* Requirement
Make an exact copy of the records below, excluding images.

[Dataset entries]
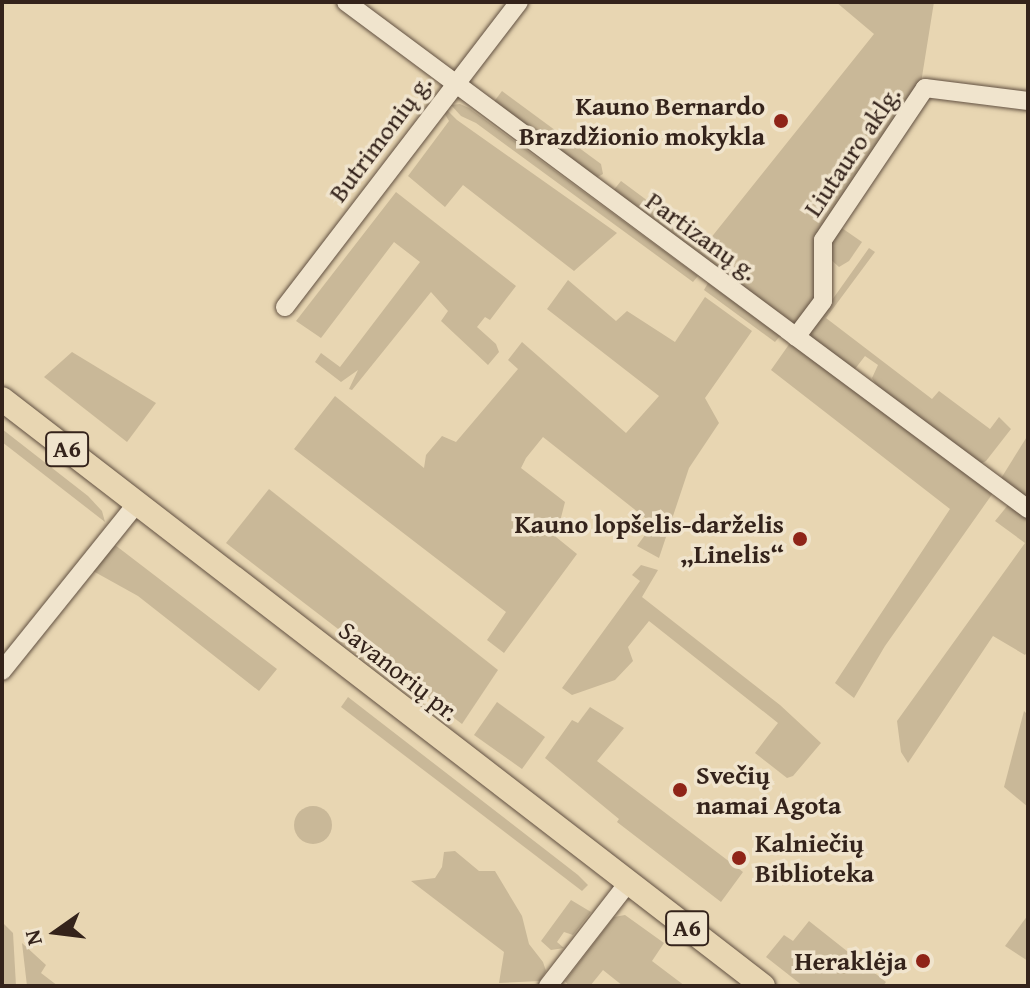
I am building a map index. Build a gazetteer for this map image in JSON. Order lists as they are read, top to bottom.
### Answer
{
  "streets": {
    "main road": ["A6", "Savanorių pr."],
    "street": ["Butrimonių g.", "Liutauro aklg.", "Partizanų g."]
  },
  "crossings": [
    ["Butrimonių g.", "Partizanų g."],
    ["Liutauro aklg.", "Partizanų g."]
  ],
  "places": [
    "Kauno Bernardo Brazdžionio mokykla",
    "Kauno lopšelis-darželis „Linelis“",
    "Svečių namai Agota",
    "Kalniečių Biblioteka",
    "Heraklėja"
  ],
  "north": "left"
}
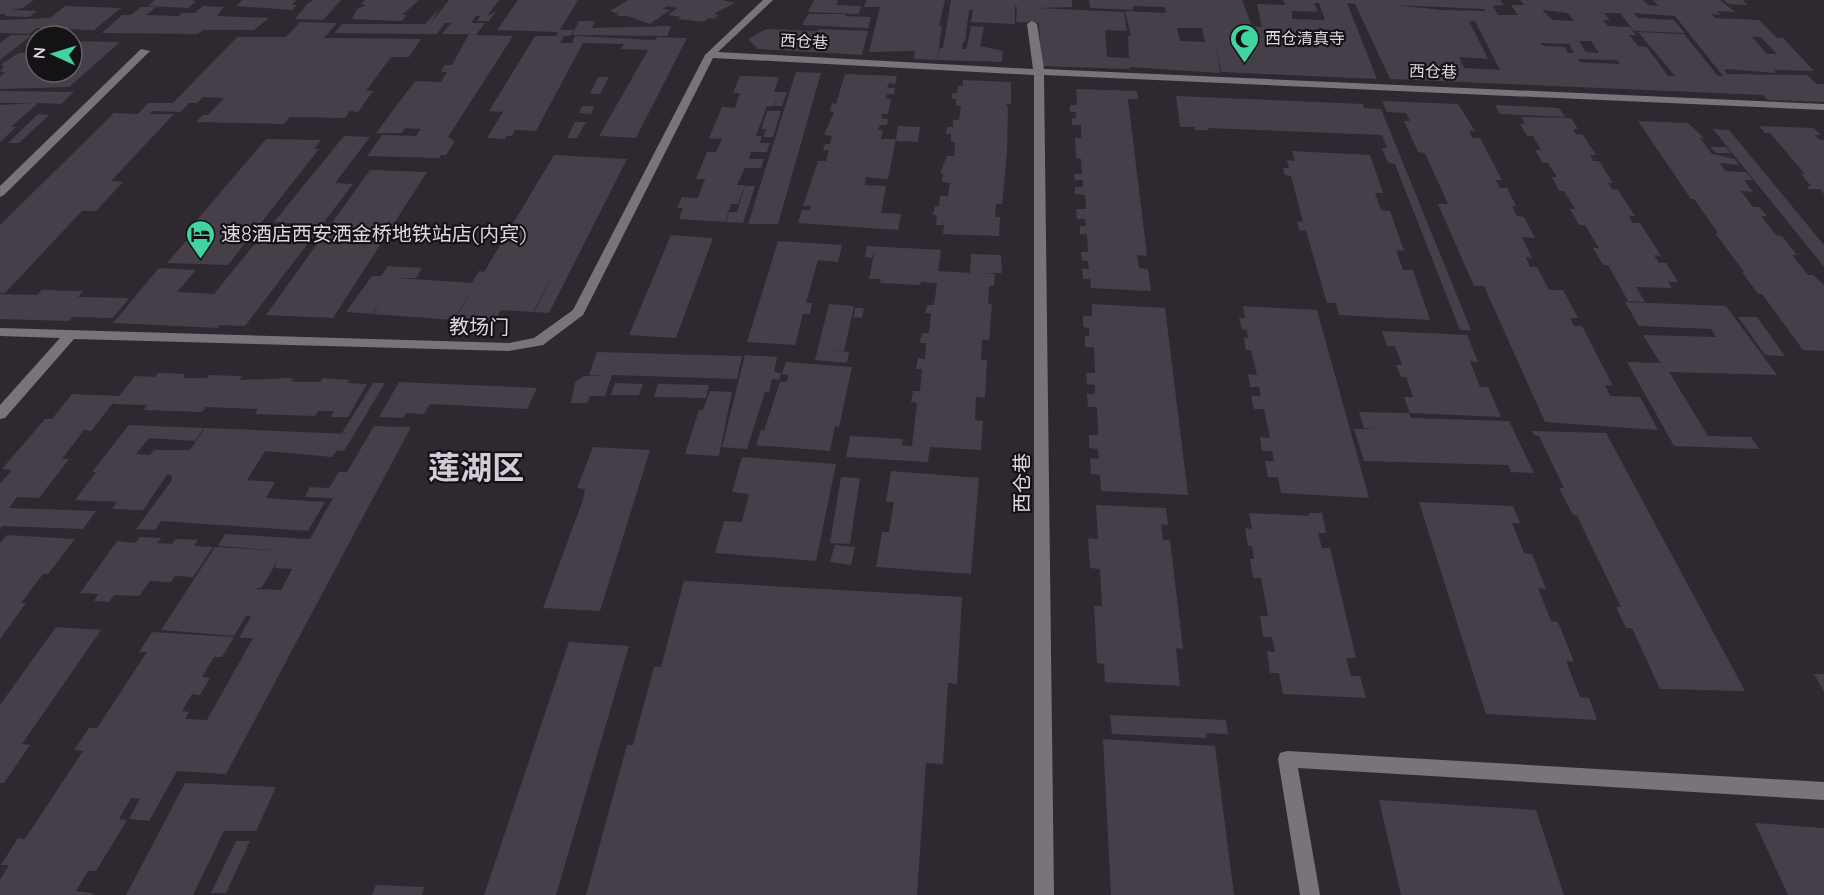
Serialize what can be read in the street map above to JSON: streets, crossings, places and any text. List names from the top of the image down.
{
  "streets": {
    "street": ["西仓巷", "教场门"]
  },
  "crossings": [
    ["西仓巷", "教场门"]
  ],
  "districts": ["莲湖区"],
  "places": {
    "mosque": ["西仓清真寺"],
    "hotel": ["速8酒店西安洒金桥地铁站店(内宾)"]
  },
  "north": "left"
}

* Exercise response
I am building a map index. Build a gazetteer for this map image in JSON. Order lists as they are read, top to bottom.
### Answer
{
  "streets": {
    "main road": ["A6", "Savanorių pr."],
    "street": ["Butrimonių g.", "Liutauro aklg.", "Partizanų g."]
  },
  "crossings": [
    ["Butrimonių g.", "Partizanų g."],
    ["Liutauro aklg.", "Partizanų g."]
  ],
  "places": [
    "Kauno Bernardo Brazdžionio mokykla",
    "Kauno lopšelis-darželis „Linelis“",
    "Svečių namai Agota",
    "Kalniečių Biblioteka",
    "Heraklėja"
  ],
  "north": "left"
}
Serialize what can be read in the street map above to JSON: streets, crossings, places and any text. List names from the top of the image down.
{
  "streets": {
    "street": ["西仓巷", "教场门"]
  },
  "crossings": [
    ["西仓巷", "教场门"]
  ],
  "districts": ["莲湖区"],
  "places": {
    "mosque": ["西仓清真寺"],
    "hotel": ["速8酒店西安洒金桥地铁站店(内宾)"]
  },
  "north": "left"
}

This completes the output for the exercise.